This is a blog post I’ve been wanting to write for a while, but have put off because it is such a dauntingly huge subject. Recently in my coaching and training endeavors, however, the need to discuss nutrition has come up. First one of my players threw up after a bout because she had not eaten carbs before the bout. Then, after people saying their muscles were still sore from last week’s off skates workout, I found out that almost no one was eating protein after our workouts.
As a disclaimer, I am not a nutritionist. Thankfully though there a lot of nutritionists in the world willing to lecture us via the internet and books and shit, so the information is not hard to come by. Thank you, you pedantic health food bastards, for sharing your knowledge.
I really hope most of you know this, but what you eat is incredibly important to how you perform as an athlete. Binge drinking coca cola will not prepare your body for endurance exercises. Starbucks, even though I binge drink that shit like a crack addict, is a terrible choice for pre-workout food. Your body is an amazingly complex biological machine, and if you feed it junk, your performance will be junk. It’s best to consistently not eat like shit, but you at least need to plan some nutrition around your practices and workouts if you want to get the most out of them. Bonnie Thunders’ thighs did not get that way because of Coca Cola.
To keep it simple I’ll go over what you should eat in chronological order, relative to your workout, and then include a few recipes as examples. For my Germans, I can get you the peanut butter if you can’t find it in the foreign food section.
Before you workout:
Before you workout you need to eat carbohydrates. Carbohydrates act as the fuel for your body. When you’re doing exercise that’s more explosive and endurance orientated and it makes you breathe heavily, your body isn’t getting enough oxygen to fuel itself. This is when it starts breaking down carbohydrates to use as energy. If you have not eaten any carbohydrates within an hour of working out your body cannot produce enough energy for you, and makes you feel tired and shitty and awful. It’s important to have both simple and complex carbohydrates so that they are broken down at a steady pace and you have sustained energy. If you eat sparsely or skip meals before working out, try planning a few days that include a sandwich about 30 minute before your workout so you can feel the different it makes. Your body needs fuel to perform, and making sure you have that fuel makes a huge difference in your performance. If you don’t have a lot of time between derby and work, make a sandwich in the morning and bring it with you to eat quickly while you gear up.
It’s also important to eat a banana or something high in potassium. When your body sweats a lot you lose a lot of potassium, and low potassium could cause general weakness.

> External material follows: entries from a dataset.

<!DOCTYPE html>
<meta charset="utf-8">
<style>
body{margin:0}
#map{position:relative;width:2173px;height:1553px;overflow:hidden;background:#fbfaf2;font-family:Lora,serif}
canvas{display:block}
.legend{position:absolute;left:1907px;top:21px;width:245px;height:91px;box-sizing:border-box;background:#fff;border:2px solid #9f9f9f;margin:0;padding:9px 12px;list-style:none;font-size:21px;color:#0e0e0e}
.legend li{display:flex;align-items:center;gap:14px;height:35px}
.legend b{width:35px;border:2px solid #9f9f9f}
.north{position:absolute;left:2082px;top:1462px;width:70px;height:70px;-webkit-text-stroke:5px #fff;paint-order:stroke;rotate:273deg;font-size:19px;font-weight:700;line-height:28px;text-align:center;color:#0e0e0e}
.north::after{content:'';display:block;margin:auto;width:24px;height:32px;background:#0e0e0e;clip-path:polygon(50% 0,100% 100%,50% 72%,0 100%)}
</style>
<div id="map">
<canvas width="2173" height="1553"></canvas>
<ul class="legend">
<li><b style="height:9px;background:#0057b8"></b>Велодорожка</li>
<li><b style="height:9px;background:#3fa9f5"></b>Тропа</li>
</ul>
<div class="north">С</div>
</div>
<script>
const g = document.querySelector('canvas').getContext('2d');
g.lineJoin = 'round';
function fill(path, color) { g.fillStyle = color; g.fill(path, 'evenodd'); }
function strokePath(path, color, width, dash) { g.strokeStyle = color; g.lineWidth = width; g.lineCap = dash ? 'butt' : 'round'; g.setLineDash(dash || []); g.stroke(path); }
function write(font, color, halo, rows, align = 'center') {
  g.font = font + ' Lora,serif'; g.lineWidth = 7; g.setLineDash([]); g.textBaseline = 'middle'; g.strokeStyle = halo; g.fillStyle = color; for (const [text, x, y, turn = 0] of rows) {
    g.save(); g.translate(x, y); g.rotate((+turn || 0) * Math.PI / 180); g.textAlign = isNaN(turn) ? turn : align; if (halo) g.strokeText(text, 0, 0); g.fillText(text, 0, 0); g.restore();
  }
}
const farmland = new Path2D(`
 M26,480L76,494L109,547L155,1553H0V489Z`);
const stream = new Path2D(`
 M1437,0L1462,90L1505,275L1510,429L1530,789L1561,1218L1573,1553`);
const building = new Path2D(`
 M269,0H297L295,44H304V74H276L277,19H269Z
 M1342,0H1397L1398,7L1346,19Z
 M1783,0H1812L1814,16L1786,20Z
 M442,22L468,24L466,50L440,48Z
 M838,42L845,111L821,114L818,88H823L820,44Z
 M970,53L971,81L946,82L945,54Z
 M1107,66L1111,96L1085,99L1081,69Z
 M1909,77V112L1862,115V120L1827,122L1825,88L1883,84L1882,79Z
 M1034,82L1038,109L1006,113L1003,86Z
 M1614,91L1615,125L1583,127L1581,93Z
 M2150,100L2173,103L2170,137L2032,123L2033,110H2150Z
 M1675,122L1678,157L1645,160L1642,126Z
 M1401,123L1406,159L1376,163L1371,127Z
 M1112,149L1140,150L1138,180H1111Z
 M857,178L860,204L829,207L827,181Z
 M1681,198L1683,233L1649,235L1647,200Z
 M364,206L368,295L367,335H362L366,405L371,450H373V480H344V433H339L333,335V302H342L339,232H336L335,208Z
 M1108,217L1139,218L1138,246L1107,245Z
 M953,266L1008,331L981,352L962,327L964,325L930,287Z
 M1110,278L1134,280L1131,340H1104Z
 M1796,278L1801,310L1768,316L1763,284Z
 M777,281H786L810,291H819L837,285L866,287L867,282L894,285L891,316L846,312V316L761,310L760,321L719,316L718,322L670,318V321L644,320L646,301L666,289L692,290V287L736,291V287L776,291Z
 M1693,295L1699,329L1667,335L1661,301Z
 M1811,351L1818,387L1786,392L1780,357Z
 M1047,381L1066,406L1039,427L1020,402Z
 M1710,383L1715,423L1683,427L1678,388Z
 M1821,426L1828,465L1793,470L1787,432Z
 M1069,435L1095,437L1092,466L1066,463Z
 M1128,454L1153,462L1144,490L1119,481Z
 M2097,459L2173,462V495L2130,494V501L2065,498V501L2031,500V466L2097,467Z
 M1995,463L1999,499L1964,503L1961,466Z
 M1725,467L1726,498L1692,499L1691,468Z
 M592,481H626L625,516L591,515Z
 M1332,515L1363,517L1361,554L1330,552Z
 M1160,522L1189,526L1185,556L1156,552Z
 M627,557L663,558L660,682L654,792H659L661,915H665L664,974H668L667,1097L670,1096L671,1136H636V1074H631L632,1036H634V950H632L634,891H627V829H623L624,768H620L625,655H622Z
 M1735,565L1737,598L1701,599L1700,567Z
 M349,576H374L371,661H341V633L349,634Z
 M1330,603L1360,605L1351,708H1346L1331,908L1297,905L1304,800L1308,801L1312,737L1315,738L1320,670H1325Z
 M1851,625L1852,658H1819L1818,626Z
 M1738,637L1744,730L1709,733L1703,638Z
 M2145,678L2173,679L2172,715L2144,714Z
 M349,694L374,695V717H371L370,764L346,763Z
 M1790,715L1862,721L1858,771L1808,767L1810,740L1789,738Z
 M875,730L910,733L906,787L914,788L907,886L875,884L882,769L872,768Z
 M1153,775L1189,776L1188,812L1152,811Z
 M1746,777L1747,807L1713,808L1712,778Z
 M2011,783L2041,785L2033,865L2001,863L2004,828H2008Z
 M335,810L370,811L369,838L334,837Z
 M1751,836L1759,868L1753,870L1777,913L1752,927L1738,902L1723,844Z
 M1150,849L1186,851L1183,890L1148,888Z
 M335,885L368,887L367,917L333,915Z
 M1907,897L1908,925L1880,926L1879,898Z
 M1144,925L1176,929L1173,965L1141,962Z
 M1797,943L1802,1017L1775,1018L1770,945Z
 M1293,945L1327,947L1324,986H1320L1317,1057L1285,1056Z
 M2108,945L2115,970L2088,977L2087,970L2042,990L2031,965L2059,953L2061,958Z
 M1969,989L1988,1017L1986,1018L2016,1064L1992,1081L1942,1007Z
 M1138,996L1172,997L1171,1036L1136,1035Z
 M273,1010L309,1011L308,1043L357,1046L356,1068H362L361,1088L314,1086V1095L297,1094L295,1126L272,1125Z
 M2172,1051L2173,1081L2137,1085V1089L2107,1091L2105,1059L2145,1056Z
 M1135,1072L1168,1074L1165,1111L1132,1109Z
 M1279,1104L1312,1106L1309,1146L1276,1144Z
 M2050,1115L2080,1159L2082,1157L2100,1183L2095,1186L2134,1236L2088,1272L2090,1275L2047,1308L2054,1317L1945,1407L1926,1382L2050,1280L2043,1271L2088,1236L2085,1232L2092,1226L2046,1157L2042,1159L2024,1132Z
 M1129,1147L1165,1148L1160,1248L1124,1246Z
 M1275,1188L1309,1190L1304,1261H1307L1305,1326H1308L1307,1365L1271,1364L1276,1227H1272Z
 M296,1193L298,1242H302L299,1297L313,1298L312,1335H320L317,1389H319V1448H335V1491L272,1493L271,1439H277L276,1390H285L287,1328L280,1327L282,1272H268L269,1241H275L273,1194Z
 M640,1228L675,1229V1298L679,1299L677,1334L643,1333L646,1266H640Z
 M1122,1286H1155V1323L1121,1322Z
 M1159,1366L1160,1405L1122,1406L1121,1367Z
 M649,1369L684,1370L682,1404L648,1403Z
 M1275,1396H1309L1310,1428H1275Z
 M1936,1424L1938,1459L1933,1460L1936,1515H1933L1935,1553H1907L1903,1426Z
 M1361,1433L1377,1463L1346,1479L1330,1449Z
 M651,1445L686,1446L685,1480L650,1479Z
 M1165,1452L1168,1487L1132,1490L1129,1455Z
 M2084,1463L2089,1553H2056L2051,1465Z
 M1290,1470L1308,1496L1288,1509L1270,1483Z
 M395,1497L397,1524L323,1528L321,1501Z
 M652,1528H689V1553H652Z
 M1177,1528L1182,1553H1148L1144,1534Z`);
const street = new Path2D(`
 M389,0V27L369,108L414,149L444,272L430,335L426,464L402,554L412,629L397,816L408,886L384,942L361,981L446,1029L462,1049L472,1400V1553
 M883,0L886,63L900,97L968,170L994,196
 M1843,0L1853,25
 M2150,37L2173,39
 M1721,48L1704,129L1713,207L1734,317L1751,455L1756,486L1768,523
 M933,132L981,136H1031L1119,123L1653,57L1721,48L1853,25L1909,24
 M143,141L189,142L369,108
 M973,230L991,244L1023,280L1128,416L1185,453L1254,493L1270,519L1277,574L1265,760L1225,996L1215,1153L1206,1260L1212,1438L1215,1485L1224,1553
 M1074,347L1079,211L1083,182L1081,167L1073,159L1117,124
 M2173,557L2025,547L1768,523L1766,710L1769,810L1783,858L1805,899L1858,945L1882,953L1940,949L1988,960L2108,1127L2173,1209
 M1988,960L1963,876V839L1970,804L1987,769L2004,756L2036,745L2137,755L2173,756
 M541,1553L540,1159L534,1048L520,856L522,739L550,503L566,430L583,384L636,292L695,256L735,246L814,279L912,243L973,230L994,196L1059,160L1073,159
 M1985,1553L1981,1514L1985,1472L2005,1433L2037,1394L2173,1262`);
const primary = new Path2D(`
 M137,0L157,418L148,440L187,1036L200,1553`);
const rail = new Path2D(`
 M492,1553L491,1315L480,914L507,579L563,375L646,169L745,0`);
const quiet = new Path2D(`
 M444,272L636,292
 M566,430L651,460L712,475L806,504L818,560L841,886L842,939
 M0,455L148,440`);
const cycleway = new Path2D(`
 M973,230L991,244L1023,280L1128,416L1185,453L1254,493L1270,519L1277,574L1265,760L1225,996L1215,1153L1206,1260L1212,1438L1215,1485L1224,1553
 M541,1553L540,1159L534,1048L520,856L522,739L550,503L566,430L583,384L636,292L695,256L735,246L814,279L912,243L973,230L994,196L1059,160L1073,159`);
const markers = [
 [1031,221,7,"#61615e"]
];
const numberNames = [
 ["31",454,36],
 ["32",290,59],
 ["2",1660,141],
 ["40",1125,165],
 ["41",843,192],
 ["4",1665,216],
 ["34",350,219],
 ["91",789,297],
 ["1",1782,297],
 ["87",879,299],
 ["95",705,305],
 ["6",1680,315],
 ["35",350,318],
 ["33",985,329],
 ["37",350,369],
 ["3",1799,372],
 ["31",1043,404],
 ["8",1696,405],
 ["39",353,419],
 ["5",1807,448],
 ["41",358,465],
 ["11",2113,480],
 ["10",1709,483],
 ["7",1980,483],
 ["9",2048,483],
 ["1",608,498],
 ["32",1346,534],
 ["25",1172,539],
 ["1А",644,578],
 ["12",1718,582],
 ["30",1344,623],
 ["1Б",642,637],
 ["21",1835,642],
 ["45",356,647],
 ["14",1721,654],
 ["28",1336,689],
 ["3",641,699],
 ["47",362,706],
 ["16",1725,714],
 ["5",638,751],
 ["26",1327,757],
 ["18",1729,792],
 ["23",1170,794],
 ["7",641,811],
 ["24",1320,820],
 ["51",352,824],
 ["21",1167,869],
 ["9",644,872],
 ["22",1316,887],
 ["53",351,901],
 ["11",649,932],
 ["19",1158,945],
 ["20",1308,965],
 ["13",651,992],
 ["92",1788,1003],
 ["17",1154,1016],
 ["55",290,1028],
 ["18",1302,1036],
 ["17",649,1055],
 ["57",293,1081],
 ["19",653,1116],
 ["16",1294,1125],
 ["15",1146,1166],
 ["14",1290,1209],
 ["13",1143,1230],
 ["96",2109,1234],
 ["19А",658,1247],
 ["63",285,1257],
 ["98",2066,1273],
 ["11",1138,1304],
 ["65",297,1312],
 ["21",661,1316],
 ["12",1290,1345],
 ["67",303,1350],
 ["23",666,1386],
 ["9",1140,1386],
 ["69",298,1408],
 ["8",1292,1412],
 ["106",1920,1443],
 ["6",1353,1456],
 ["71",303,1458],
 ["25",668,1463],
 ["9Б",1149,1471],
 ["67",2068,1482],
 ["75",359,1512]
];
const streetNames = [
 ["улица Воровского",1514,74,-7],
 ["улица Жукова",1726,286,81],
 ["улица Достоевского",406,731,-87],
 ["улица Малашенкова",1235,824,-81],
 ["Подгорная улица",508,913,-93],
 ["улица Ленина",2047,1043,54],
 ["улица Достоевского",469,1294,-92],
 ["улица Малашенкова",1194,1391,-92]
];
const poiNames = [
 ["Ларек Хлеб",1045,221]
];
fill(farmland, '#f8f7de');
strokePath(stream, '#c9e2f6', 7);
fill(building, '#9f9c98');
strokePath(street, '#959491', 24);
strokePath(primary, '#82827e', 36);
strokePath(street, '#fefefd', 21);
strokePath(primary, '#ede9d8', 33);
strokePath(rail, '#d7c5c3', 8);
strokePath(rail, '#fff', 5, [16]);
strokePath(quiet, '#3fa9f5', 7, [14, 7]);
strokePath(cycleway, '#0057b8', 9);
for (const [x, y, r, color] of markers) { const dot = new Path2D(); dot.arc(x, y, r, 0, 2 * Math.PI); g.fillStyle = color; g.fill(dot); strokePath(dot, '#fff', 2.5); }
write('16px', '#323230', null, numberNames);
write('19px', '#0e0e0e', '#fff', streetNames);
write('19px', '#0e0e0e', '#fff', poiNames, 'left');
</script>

If you want to eat protein before because it makes more sense for your schedule, that’s an option too. What’s most important about nutrition isn’t the exact timing but that you at least get adequate nutrition around the time you workout. A lot of recipes you’ll see, one of which I’ll include, packs in both the carbohydrates and the protein pre-workout.
During your workout:
Unless you’re workout for a really long time, you shouldn’t have to worry about eating or drinking anything but water. It’s a good idea to eat a banana or something light during half time of a bout, especially double headers, but as long as you’ve eaten carbohydrates before beginning your workout you should be fine. If you have a late practice like my Monsters on Monday and don’t have time to eat afterwards, you can always have a protein shake during practice alongside your water, like the one included above. More on protein in a bit, but creatine is something to think about adding to protein shakes you’ll drink during workouts. Creatine is a powder supplement that helps to deliver energy to your muscles, so you’ll end up getting more out of your workout with it.
After your workout:
Either during or within an hour of your workout you need to eat protein, because protein helps you to rebuild your muscle. When you get a good workout and you feel that soreness afterwards, that’s the feeling of micro-tears in your muscle. The school of thought used to be that it was a lactic acid buildup, but that’s stupid and was found to be wrong. It’s micro-tears in your muscle, which your body repairs with more muscle using protein. I’d like to point out that, despite marketing by the dairy industry, my opinion is that there’s no real evidence to support that it needs to be whey protein. I think it can be any protein. If you do not eat protein immediately before, during or immediately after your workout then your body starts breaking down lean body mass to repair those micro-tears. Lean muscle is basically everything but fat. Muscle, organs, in some cases bone. Those are not thing you want to be broken down. If you are not getting enough protein then you are essentially robbing your body of muscle mass because it doesn’t have the materials to repair and build muscle. I suggest making a fruit smoothie with protein powder, because you can make it ahead of time. I sometimes drink something called muscle milk, which is just like a pre-made protein drink. I usually grab one alongside my water on the way to a workout and finish what I haven’t drank already while taking off my gear. Some nutritionists suggest eating protein no more than fifteen minutes after your workout if you want to build muscle, since blood is circulating more during that time. My opinion is that eating protein soon after your workout is better, but if you have to wait until you get home then that’s better than nothing.
For the first link in recipes, I suggest including a scoop of protein powder in each shake. To me those recipes look like enough protein for jogging on the treadmill, not for doing roller derby.